*** Records for processing ***

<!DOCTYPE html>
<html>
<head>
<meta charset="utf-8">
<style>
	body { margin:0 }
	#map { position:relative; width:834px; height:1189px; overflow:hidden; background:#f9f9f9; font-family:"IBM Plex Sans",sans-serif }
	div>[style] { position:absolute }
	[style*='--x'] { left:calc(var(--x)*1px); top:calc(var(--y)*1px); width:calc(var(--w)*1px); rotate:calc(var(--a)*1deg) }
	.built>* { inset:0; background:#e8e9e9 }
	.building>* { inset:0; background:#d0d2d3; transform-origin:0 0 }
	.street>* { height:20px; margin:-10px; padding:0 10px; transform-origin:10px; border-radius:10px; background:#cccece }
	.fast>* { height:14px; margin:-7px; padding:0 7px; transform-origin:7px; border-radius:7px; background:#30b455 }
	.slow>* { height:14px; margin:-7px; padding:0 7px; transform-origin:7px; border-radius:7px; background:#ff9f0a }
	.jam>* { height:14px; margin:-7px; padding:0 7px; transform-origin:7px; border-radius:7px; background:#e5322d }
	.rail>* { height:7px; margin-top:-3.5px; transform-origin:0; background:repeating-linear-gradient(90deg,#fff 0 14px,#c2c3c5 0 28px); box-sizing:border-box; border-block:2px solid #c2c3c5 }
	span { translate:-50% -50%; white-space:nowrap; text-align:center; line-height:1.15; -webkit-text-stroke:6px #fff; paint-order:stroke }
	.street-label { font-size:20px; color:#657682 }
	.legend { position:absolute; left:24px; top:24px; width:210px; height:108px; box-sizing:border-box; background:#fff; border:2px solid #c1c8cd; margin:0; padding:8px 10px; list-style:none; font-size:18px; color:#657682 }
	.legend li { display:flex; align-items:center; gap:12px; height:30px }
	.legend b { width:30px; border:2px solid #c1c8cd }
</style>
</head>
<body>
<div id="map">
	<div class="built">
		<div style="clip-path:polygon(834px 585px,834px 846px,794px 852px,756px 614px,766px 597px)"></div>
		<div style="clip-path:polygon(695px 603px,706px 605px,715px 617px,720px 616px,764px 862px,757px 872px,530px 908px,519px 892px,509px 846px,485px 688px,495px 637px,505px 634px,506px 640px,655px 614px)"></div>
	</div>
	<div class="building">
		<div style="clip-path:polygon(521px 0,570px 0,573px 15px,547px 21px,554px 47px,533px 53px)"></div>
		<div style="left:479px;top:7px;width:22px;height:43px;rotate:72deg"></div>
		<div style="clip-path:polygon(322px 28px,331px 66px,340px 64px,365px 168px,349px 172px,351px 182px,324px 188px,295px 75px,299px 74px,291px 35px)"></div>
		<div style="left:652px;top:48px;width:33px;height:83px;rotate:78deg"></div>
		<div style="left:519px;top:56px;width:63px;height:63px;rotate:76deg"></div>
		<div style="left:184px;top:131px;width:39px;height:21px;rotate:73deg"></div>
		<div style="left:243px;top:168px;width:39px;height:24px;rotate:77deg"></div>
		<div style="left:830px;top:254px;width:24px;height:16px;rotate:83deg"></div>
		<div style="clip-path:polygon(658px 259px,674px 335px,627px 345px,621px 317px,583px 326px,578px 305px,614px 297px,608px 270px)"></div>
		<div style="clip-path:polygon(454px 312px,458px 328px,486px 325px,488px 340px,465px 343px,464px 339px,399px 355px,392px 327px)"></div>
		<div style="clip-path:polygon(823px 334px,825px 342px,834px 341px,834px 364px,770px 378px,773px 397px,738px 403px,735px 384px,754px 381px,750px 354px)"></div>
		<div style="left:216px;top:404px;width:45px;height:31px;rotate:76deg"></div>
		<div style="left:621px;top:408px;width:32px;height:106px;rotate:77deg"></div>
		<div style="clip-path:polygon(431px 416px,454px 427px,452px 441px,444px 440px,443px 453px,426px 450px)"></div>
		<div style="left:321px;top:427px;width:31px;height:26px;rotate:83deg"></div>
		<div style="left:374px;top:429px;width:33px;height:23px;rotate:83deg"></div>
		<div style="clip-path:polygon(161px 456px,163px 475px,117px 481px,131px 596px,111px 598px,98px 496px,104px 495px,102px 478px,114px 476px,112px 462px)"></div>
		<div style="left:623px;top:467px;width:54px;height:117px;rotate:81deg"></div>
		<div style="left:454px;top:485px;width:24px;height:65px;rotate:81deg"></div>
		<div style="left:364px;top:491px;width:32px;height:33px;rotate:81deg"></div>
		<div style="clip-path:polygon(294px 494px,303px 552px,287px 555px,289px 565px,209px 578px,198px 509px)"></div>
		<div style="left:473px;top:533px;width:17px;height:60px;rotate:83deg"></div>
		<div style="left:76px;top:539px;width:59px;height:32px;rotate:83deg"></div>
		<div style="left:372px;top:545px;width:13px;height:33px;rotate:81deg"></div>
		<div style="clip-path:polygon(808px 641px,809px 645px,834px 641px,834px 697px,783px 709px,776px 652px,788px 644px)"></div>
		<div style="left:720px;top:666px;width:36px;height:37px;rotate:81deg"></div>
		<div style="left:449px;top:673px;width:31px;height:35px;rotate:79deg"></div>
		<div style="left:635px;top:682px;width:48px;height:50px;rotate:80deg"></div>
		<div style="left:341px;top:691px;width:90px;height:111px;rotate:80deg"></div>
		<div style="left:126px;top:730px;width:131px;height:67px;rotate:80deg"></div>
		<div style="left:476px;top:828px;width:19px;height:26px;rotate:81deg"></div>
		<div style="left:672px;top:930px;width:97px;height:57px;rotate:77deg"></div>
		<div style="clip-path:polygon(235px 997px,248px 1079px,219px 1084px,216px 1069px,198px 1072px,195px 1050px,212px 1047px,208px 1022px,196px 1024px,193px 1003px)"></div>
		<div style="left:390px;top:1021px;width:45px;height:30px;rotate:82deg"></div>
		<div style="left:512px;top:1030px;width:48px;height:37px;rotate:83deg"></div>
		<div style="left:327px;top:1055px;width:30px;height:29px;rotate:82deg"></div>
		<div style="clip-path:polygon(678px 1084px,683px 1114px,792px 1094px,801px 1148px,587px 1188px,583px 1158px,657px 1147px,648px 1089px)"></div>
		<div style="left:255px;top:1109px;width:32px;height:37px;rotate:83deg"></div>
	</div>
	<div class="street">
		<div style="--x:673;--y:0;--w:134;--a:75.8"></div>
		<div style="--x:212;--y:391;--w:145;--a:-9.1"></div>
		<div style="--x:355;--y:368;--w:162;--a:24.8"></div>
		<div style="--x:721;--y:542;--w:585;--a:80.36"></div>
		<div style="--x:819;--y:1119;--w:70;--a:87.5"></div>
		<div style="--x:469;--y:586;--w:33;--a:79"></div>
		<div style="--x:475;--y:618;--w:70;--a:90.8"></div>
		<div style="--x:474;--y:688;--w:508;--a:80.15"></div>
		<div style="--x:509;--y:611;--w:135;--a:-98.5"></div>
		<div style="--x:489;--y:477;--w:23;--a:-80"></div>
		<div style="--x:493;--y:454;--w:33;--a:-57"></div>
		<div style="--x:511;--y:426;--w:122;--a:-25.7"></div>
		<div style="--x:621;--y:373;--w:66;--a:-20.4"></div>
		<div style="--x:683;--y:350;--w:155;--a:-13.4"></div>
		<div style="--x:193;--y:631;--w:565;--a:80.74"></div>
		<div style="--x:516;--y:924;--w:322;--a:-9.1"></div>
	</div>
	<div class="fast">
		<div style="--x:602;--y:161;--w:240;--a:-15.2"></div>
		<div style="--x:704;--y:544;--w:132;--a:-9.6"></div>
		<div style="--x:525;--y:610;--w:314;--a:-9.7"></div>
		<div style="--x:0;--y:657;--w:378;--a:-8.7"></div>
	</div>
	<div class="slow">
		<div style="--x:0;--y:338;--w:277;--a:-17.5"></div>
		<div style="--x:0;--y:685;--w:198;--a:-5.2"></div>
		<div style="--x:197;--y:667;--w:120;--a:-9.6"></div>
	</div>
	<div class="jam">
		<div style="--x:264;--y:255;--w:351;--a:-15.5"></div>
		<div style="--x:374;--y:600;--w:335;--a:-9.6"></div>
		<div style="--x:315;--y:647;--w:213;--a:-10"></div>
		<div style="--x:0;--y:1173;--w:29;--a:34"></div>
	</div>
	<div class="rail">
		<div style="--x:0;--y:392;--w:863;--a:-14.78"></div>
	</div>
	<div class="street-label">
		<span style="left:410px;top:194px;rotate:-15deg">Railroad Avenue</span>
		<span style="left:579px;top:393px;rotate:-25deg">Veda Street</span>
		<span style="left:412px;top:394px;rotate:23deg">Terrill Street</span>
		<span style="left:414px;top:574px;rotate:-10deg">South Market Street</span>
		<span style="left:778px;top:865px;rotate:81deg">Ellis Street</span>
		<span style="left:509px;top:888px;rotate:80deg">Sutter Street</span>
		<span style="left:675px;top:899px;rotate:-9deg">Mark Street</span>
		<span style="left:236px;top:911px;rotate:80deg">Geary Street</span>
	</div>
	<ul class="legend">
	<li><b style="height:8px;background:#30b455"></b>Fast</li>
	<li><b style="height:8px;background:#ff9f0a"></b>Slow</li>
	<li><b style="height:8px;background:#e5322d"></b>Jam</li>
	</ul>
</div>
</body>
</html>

*** End of Records for processing ***

**Problem requirements**
Set down, exactly as they stand above, the lines starting with the line with "position:relative; width:834px; height:1189px;" and going on through the line with "position:absolute; left:24px; top:24px;", and no others.

**Exercise result**
	#map { position:relative; width:834px; height:1189px; overflow:hidden; background:#f9f9f9; font-family:"IBM Plex Sans",sans-serif }
	div>[style] { position:absolute }
	[style*='--x'] { left:calc(var(--x)*1px); top:calc(var(--y)*1px); width:calc(var(--w)*1px); rotate:calc(var(--a)*1deg) }
	.built>* { inset:0; background:#e8e9e9 }
	.building>* { inset:0; background:#d0d2d3; transform-origin:0 0 }
	.street>* { height:20px; margin:-10px; padding:0 10px; transform-origin:10px; border-radius:10px; background:#cccece }
	.fast>* { height:14px; margin:-7px; padding:0 7px; transform-origin:7px; border-radius:7px; background:#30b455 }
	.slow>* { height:14px; margin:-7px; padding:0 7px; transform-origin:7px; border-radius:7px; background:#ff9f0a }
	.jam>* { height:14px; margin:-7px; padding:0 7px; transform-origin:7px; border-radius:7px; background:#e5322d }
	.rail>* { height:7px; margin-top:-3.5px; transform-origin:0; background:repeating-linear-gradient(90deg,#fff 0 14px,#c2c3c5 0 28px); box-sizing:border-box; border-block:2px solid #c2c3c5 }
	span { translate:-50% -50%; white-space:nowrap; text-align:center; line-height:1.15; -webkit-text-stroke:6px #fff; paint-order:stroke }
	.street-label { font-size:20px; color:#657682 }
	.legend { position:absolute; left:24px; top:24px; width:210px; height:108px; box-sizing:border-box; background:#fff; border:2px solid #c1c8cd; margin:0; padding:8px 10px; list-style:none; font-size:18px; color:#657682 }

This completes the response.